A view of Korean artist Lee Jong-gu's solo exhibition ″Pensive″ at Hakgojae Gallery in Jongno District, central SeoulHAKGOJAE GALLERY
Veteran painter Lee Jong-gu, a central figure in Korea's 1980s
minjung art movement — a politically engaged current that emerged in opposition to authoritarian rule and rapid industrialization — opened his solo exhibition “Pensive” at Hakgojae Gallery in Jongno District, central Seoul, on Wednesday. The show presents 38 paintings that mark a turn from Lee's decades of social realism toward what curators are calling a more contemplative angle.
The show centers on the
bangasayusang, the contemplative bodhisattva figures housed in the National Museum of Korea’s “Room of Quiet Contemplation.”
Lee, 72, places the seated bronze figures alongside nude bodies, flames, waves and crowd scenes, drawing on the Buddhist concept of
bul-i — non-duality — to argue that the sacred and the profane, life and death, are not separate.
“In my earlier days as a minjung artist, I was deeply involved in exposing the harsh realities of everyday life and fighting against injustice,” Lee said during a press conference held at Hakgojae Gallery on Wednesday. “But going through the Covid-19 pandemic and spending time in self-reflection, I came to realize that fighting alone cannot solve the problem.”

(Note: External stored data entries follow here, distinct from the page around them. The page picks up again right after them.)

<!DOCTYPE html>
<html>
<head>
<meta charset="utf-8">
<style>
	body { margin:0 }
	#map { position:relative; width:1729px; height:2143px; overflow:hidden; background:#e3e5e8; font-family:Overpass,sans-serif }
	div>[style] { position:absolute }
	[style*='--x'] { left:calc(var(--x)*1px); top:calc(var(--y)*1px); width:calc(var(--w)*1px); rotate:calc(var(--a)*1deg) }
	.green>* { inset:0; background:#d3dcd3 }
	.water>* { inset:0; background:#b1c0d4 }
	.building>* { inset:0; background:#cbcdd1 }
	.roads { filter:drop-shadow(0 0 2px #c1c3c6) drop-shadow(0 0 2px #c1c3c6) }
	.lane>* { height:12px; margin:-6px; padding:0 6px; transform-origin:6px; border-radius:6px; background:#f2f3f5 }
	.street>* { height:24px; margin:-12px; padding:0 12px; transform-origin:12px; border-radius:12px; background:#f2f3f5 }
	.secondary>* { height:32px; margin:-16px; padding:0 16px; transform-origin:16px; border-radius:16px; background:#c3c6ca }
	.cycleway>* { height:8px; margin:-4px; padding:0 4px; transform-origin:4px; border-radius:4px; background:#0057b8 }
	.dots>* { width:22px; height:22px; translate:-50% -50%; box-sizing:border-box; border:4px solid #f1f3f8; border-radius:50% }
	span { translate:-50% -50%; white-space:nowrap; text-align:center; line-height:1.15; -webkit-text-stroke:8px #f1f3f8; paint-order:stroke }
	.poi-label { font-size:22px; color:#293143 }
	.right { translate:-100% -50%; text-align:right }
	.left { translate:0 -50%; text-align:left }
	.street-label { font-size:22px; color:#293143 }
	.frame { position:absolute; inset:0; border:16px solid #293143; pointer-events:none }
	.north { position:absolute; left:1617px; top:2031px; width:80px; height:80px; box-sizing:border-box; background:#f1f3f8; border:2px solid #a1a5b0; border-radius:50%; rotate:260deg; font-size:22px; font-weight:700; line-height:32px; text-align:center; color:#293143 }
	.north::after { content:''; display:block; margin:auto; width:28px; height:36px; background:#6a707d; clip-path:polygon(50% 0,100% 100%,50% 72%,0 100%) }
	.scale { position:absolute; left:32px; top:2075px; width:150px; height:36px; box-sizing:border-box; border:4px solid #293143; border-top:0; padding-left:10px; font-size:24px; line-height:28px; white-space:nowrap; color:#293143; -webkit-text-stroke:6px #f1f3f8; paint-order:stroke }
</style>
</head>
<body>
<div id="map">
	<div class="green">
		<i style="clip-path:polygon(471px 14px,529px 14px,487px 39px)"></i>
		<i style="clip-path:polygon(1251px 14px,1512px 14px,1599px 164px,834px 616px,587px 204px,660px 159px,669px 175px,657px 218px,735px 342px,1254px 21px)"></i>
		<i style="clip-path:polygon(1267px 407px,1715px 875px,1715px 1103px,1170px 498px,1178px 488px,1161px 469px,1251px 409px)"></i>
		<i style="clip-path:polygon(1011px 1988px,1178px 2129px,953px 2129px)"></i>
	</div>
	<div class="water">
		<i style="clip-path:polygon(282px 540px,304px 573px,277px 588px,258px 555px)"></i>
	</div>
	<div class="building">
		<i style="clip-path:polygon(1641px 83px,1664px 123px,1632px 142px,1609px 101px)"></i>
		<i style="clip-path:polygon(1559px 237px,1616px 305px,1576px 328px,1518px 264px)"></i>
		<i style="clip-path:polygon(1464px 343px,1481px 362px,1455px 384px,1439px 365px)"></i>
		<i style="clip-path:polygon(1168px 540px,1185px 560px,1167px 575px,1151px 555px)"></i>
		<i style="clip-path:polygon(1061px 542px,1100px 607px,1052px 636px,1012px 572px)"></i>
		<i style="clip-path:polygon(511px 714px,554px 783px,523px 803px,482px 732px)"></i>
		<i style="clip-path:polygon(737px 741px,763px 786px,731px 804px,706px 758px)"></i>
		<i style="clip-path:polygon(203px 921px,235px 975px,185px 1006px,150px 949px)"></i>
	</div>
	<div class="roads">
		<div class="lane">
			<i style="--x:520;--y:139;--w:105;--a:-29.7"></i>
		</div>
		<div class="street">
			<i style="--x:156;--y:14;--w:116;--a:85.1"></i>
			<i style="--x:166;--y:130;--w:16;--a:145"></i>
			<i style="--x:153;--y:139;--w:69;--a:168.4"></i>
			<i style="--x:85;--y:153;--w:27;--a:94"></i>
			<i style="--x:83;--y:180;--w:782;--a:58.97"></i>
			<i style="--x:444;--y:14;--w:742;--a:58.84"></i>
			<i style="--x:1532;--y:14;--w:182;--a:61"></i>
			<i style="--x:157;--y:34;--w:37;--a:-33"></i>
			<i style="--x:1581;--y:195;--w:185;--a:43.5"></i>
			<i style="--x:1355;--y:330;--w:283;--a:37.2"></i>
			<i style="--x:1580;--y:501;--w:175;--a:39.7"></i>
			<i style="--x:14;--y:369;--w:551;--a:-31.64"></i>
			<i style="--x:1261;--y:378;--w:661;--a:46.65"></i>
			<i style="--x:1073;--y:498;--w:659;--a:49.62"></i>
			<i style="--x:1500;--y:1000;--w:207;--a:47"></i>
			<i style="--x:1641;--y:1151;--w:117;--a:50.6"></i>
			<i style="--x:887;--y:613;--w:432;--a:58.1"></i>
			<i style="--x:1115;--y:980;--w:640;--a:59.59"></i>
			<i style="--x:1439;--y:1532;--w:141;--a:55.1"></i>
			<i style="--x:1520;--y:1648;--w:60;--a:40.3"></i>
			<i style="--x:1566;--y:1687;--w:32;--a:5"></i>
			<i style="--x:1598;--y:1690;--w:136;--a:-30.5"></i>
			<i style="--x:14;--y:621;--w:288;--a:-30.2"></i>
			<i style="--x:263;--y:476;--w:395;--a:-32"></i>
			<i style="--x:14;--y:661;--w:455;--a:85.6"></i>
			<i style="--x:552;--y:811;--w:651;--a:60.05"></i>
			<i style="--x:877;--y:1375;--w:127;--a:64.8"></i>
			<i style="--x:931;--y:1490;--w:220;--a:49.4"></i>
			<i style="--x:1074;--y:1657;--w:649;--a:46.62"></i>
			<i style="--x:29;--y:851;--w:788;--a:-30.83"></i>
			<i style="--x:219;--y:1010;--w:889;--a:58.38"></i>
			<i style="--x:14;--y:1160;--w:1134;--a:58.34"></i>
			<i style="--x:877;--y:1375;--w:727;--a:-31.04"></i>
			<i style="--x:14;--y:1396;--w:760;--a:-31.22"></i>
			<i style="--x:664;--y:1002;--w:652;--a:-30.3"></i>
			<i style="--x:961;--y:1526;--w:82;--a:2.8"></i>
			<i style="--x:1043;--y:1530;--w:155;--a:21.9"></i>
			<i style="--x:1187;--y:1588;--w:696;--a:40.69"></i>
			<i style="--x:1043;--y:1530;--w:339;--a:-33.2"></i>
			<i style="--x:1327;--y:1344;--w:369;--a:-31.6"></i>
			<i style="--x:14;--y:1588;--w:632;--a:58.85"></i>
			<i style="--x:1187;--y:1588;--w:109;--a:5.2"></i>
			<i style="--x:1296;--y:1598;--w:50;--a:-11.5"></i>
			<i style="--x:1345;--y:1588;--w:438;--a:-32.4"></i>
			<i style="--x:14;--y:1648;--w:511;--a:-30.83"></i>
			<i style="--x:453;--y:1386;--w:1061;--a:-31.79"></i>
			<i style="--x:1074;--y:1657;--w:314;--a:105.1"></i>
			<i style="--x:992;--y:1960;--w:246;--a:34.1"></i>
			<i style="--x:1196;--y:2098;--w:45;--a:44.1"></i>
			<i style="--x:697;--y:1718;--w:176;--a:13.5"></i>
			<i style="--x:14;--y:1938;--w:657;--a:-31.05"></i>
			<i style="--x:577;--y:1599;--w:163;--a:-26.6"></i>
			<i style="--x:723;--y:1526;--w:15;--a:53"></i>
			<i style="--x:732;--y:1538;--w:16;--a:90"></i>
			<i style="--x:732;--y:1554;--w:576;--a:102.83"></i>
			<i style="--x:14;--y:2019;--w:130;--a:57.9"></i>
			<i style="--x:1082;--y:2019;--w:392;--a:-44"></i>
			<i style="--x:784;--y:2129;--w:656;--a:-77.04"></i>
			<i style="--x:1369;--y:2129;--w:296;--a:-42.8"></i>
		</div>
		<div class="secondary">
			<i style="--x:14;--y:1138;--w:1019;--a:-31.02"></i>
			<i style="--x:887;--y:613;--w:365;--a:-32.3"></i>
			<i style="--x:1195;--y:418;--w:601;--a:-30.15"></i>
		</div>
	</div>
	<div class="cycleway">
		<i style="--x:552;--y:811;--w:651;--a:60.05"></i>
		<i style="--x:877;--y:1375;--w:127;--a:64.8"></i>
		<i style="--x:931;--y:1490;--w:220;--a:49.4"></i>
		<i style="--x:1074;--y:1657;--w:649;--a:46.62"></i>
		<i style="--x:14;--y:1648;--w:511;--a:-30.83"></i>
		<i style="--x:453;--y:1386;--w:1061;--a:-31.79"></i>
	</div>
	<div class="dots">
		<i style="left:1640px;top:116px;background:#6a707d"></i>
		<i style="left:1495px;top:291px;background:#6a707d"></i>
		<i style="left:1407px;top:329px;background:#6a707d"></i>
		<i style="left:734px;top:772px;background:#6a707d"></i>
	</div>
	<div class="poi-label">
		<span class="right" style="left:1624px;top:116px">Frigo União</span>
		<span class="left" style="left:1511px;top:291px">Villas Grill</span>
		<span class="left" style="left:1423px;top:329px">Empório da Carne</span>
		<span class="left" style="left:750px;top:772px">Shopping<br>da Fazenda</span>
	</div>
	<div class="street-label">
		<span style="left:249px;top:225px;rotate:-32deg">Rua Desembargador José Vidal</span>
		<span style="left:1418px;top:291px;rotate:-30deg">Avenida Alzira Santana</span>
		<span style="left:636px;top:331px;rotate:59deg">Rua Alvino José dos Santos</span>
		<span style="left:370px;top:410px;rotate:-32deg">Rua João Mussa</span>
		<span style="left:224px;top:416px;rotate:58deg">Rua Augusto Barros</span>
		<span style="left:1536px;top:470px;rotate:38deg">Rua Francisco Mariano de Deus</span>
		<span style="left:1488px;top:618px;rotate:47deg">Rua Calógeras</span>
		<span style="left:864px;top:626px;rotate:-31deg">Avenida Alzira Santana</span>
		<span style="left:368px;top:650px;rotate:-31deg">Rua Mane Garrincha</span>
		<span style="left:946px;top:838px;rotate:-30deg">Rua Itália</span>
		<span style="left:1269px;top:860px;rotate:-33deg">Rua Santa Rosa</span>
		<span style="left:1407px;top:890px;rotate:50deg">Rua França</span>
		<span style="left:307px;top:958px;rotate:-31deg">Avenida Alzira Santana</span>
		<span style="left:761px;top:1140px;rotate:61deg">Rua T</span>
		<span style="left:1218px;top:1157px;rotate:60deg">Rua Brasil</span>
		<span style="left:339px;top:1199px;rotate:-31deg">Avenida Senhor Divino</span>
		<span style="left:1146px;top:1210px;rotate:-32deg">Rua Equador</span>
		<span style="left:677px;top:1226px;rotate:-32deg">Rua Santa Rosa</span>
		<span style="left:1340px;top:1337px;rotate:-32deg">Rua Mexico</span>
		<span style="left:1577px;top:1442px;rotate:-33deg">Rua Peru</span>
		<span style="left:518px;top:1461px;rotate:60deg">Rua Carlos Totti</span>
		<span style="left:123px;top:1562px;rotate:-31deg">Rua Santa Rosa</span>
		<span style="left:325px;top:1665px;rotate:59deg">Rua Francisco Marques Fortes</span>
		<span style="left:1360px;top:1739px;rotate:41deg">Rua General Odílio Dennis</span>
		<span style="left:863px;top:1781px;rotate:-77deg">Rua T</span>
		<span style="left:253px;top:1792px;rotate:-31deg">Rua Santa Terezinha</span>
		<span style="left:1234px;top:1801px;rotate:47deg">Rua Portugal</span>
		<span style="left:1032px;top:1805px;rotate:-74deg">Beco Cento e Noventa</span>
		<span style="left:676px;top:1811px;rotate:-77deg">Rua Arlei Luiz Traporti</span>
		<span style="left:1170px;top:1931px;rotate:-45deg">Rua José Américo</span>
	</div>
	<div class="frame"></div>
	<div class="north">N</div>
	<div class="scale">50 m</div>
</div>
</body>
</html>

Lee rose to prominence in the 1980s by painting portraits of farmers directly onto government-issued rice sacks, a body of work now considered a monument of Korean social realism. The new paintings retain that political grounding — one canvas, titled “Pensive_Yeto (Palestine)” (2025), invokes the Buddhist term for a world of suffering to address the war in Gaza, but folded into a broader inquiry into mortality, the body and the limits of confrontation.
The artist said his recent illness, retirement from Chung-Ang University, and long walks through the Jirisan trails reshaped his thinking.
Artist Lee Jong-gu is seen during a press tour of his new solo exhibition ″Pensive″ at Hakgojae Gallery in Jongno District, central Seoul, on May 20.LIM JEONG-WON
“Sentient beings and the Buddha are not two,” he said. “I deliberately joined two canvases together. The two become one, and the one becomes two.”
He stressed that the bodhisattva figures are not devotional objects for him.
“Korean traditional art is all Buddhist art in the end,” Lee said. “But I didn’t bring it in as an object of worship. I saw it as a posture of being, an attitude of contemplation.”
The works took years of physical labor — “painting is labor,” Lee said — and required him to unlearn old habits.
“I've been painting something all my life, but making an empty surface turned out to be the hardest thing.”
“Pensive” runs through June 20 at the Hakgojae Gallery. Admission is free.